8. A8:2017-Insecure Deserialization

   This new entry in the 2017 list addresses the growing threat of insecure deserialization, which often leads to remote code execution. Insecure deserialization occurs when untrusted data is used to abuse the logic of an application, inflict denial of service attacks, or execute arbitrary code.

   Attackers can manipulate serialized objects to achieve these malicious outcomes. Prevention strategies include not accepting serialized objects from untrusted sources, implementing integrity checks, isolating code that deserializes in low privilege environments, and logging deserialization exceptions and failures.

9. A9:2017-Using Components with Known Vulnerabilities

   Modern application development heavily relies on components, libraries, and frameworks, which often execute with full privileges. Vulnerabilities in these components can cause serious security impacts, and many organizations fail to identify and patch these vulnerabilities in a timely manner.

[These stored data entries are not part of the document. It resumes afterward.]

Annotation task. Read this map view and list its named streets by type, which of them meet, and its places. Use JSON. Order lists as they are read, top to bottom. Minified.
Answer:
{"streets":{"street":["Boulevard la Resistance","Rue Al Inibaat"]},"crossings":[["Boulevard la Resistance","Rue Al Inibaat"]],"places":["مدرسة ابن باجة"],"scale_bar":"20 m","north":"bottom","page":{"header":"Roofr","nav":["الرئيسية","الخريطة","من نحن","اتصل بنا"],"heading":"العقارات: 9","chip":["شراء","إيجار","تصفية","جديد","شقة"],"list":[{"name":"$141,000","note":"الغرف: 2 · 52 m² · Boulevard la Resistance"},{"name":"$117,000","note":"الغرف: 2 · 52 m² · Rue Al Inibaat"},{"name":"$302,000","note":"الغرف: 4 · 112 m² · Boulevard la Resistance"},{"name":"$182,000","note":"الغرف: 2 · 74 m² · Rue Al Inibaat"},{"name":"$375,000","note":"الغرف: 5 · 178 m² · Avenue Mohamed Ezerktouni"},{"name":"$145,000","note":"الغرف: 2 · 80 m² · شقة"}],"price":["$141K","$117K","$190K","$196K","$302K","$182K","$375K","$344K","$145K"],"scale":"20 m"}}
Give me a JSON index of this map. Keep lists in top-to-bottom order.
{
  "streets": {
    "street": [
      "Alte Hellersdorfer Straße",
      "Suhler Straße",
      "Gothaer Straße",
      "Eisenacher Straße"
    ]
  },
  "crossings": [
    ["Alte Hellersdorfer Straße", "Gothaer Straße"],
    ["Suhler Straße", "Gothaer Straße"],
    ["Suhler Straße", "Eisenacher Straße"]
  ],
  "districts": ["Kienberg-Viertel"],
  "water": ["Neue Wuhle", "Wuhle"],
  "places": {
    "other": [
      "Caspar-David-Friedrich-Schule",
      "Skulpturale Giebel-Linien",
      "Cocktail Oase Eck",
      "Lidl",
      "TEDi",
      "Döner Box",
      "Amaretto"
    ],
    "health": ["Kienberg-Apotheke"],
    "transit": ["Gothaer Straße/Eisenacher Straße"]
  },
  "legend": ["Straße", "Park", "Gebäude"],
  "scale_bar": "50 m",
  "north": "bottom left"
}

   Attackers can exploit known vulnerabilities in unpatched systems, potentially taking complete control of affected systems. Prevention requires removing unused dependencies, continuously inventorying component versions, monitoring sources for vulnerabilities, and obtaining components only from official sources over secure links.

10. A10:2017-Insufficient Logging & Monitoring

    This category moved up from its previous position, reflecting increased recognition of its importance. Insufficient logging and monitoring, coupled with missing or ineffective integration with incident response, allows attackers to further attack systems, maintain persistence, pivot to more systems, and tamper with, extract, or destroy data.

    Most breach studies show the time to detect a breach is over 200 days, typically detected by external parties rather than internal processes. Prevention requires ensuring all login, access control, and server-side input validation failures are logged, establishing effective monitoring and alerting processes, and establishing effective incident response and recovery plans.

The OWASP Top 10 2017 serves as more than just a list of vulnerabilities—it represents a fundamental shift in how organizations approach application security. The inclusion of new categories like XXE and Insecure Deserialization reflects the evolving threat landscape, while the repositioning of existing vulnerabilities indicates changing prevalence and impact assessments.

Implementation of security controls addressing these vulnerabilities requires a comprehensive approach spanning people, processes, and technology. Organizations should integrate security throughout the software development lifecycle, from requirements gathering through design, implementation, testing, and deployment. Security training for developers, secure coding standards, and regular security testing are essential components of an effective application security program.

While the OWASP Top 10 2017 has been superseded by newer versions, understanding its contents remains valuable for security professionals. The principles underlying these vulnerabilities continue to be relevant, and many organizations still struggle with these fundamental security issues. The document provides an excellent foundation for building security awareness and establishing baseline security controls.

Looking forward, the trends identified in the 2017 edition have continued to evolve, with cloud security, API security, and supply chain security gaining increased attention. However, the core principles of input validation, proper authentication and authorization, secure configuration, and comprehensive monitoring remain timeless. Organizations that successfully address the OWASP Top 10 2017 vulnerabilities establish a strong foundation for protecting against both current and emerging threats.